▶ Task to complete
Scan the data, and whenever a line contains "align", copy it.

═══

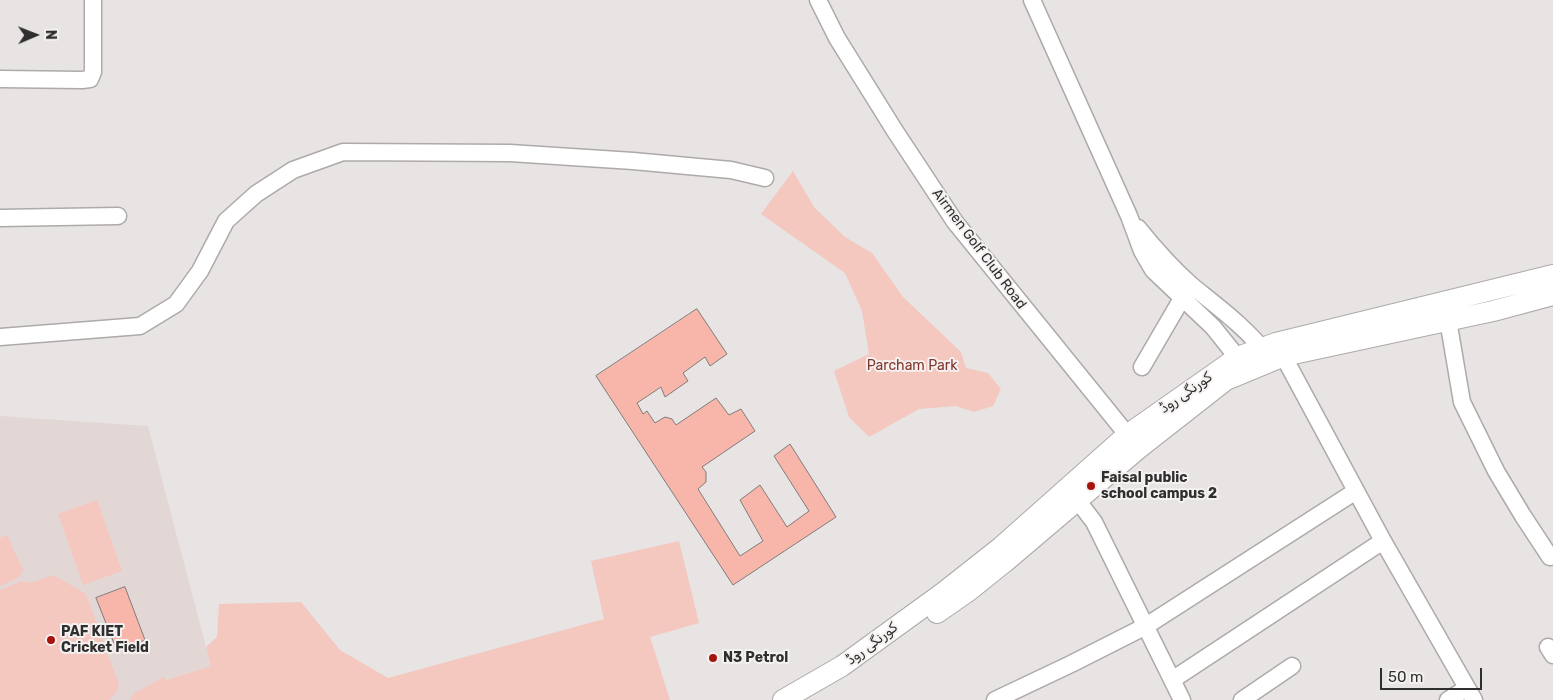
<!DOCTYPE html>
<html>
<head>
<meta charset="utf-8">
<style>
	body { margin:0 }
	#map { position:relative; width:1553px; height:700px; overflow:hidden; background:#e7e4e3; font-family:Rubik,sans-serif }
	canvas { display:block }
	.north { position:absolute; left:10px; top:10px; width:50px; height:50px; -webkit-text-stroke:4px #f5f1f0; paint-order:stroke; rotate:89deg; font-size:14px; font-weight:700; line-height:20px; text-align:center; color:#302f2f }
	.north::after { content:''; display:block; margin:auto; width:18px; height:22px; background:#302f2f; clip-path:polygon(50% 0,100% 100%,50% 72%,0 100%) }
	.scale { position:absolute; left:1380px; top:668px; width:102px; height:22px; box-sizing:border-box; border:2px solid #302f2f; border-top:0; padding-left:6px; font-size:15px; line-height:18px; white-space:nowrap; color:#302f2f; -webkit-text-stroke:4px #f5f1f0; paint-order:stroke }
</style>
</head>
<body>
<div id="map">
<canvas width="1553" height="700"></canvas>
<div class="north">N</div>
<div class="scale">50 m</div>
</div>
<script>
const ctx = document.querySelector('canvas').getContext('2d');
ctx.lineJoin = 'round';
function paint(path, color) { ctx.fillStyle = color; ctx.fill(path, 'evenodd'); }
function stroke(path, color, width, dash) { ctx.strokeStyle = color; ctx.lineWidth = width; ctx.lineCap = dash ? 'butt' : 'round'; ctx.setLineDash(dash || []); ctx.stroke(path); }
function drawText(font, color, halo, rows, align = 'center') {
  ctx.font = font + ' Rubik,"Noto Sans Arabic",sans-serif'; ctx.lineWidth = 4; ctx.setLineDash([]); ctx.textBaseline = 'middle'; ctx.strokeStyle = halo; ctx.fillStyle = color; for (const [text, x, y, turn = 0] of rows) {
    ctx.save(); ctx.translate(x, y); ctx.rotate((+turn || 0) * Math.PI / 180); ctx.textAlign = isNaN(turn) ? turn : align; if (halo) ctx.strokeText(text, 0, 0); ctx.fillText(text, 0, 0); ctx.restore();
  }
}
paint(new Path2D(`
	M 0,416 L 148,426 L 211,666 L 166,680 L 170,700 L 0,700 Z`), '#e3d7d5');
paint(new Path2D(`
	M 793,171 L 814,207 L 845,237 L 872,253 L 903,297 L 961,352 L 966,368 L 988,373 L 1001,389 L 993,406 L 974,412 L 956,406 L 919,409 L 869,437 L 849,417 L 834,371 L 869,354 L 862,311 L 845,273 L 761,214 Z
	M 97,500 L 122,571 L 83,585 L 58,514 Z
	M 7,535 L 23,570 C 21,579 8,582 0,586 L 0,538 Z
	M 679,541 L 699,623 L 650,637 L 670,700 L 129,700 L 135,693 L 164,677 L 166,680 L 211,666 L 206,647 L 217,637 L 219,604 L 301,602 L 340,650 L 388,678 L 604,619 L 591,561 Z
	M 53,575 L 86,594 L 119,685 L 117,691 L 109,700 L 0,700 L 0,590 L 22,581 L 31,583 Z`), '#f4c7bf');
const building = new Path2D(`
	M 697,309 L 727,354 L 710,366 L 705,357 L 683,373 L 688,381 L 665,397 L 661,387 L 637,403 L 643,414 L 647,411 L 655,423 L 665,417 L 672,419 L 676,425 L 716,398 L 729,415 L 741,409 L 755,431 L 702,467 L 706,472 L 706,482 L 698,489 L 740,556 L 763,541 L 740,500 L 760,485 L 787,527 L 809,511 L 774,456 L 790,444 L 836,517 L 733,585 L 596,376 Z
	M 125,587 L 145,640 L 117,651 L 96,598 Z`);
paint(building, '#f8b6ab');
stroke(building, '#7f7b7b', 1);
const minor = new Path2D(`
	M 818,0 L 837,38 L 895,131 L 955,222 L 1134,443
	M 1032,0 L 1129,216 L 1142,251 L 1153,270 L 1213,327 L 1245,367
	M 0,79 L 82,80 L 90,79 L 93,72 L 93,0
	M 0,218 L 118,216
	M 1138,228 C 1154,248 1172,268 1191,285 C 1218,307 1247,328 1268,356
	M 1448,320 L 1462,402 L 1496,471 L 1523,516 L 1550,557
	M 0,337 L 140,326 L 176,304 L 200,271 L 226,221 L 256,194 L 293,170 L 343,152 L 510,153 L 633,161 L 731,170 L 765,178
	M 1278,346 L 1383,541 L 1474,700
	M 1142,367 L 1188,288
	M 1078,501 L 1094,522 L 1182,700
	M 1548,647 L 1553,655
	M 1172,680 L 1383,541
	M 995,700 L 1071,664 L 1146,626 L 1356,491
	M 1242,700 L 1292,666
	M 1448,700 L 1467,688`);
const major = new Path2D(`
	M 937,613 L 970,590 L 1005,562 L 1138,449 L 1226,380 L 1284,356 L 1493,311 L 1553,295
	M 783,700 L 842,666 L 944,592 L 1001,547 L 1127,435 L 1238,357 L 1276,343 L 1553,275`);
stroke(minor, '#adaaa9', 19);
stroke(major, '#adaaa9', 22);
stroke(minor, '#fff', 16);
stroke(major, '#fff', 20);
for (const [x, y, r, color] of [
	[1091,486,5,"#a7140d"],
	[51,640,5,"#a7140d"],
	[713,658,5,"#a7140d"]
]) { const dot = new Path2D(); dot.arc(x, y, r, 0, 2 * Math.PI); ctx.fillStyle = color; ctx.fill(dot); stroke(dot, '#f5f1f0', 2); }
drawText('14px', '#302f2f', '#f5f1f0', [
	["Airmen Golf Club Road",979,249,53],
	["کورنگی روڈ",1186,393,-35],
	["کورنگی روڈ",872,644,-37]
]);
drawText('14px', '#81352b', '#f5f1f0', [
	["Parcham Park",912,366]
]);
drawText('bold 14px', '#302f2f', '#f5f1f0', [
	["Faisal public",1101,478],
	["school campus 2",1101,494],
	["PAF KIET",61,632],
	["Cricket Field",61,648],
	["N3 Petrol",723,658]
], 'left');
</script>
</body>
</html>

═══

▶ Reply
	.north { position:absolute; left:10px; top:10px; width:50px; height:50px; -webkit-text-stroke:4px #f5f1f0; paint-order:stroke; rotate:89deg; font-size:14px; font-weight:700; line-height:20px; text-align:center; color:#302f2f }
function drawText(font, color, halo, rows, align = 'center') {
    ctx.save(); ctx.translate(x, y); ctx.rotate((+turn || 0) * Math.PI / 180); ctx.textAlign = isNaN(turn) ? turn : align; if (halo) ctx.strokeText(text, 0, 0); ctx.fillText(text, 0, 0); ctx.restore();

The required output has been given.